Ezechiël 28:[13] u was in Eden, de hof van God. Allerlei edelgesteente was uw sieraad robijn, topaas en diamant, turkoois, onyx en jaspis, saffier, smaragd, beril en goud. Het werk van uw tamboerijnen en uw fluiten was bij u. Op de dag dat u geschapen werd, waren ze gereed.
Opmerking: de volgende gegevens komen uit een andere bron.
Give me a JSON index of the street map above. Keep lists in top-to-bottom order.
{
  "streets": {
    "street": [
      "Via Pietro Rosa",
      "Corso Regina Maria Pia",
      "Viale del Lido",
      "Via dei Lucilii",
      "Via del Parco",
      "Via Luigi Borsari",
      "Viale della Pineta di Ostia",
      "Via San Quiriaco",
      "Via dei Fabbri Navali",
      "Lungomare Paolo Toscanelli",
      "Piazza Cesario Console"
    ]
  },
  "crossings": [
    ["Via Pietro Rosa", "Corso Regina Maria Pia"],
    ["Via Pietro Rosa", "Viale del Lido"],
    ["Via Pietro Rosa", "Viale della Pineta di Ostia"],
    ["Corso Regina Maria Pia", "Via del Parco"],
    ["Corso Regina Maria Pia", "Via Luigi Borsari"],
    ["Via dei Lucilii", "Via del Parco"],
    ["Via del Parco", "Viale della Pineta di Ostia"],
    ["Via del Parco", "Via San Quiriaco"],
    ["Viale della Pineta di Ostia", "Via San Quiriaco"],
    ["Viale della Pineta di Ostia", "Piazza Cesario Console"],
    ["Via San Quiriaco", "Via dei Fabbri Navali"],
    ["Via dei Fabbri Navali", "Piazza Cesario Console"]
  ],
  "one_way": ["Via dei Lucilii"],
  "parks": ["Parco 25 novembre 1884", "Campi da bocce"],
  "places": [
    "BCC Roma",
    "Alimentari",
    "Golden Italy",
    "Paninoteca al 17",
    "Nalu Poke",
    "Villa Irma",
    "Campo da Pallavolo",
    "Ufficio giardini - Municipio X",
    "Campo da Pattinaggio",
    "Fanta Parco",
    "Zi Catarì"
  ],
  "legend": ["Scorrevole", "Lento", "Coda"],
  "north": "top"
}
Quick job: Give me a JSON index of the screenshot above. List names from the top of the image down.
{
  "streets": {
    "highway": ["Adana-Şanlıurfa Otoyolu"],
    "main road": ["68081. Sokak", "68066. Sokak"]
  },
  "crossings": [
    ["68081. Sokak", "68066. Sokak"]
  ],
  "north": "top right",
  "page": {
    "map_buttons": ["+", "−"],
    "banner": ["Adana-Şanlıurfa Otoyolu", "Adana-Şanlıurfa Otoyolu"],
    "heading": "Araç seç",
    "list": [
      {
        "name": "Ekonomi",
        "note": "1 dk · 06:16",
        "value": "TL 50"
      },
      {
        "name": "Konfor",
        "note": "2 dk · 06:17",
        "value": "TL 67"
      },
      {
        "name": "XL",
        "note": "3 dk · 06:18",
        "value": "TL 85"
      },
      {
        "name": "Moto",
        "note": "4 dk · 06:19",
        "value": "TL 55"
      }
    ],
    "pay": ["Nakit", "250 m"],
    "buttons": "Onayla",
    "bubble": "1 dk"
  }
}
[2] Ezechiël 17:[24] Dan zullen alle bomen van het veld weten dat Ík, de HEERE, de boom die hoog van stam is, vernederd heb. De boom die laag van stam is, heb Ik verheven, de jonge boom doen verdorren en de verdorde boom heb Ik doen uitlopen. Ík, de HEERE, heb gesproken en zal het doen.
Ezechiël 22:[14] Zal uw hart het volhouden of zullen uw handen sterk genoeg zijn in de dagen dat Ik met u ga afrekenen? Ík, de HEERE, heb gesproken, en zal het doen.
Ezechiël 37:[14] Ik zal Mijn Geest in u geven, u zult tot leven komen en Ik zal u in uw land zetten. Dan zult u weten dat Ík, de HEERE, dit gesproken en gedaan heb, spreekt de HEERE.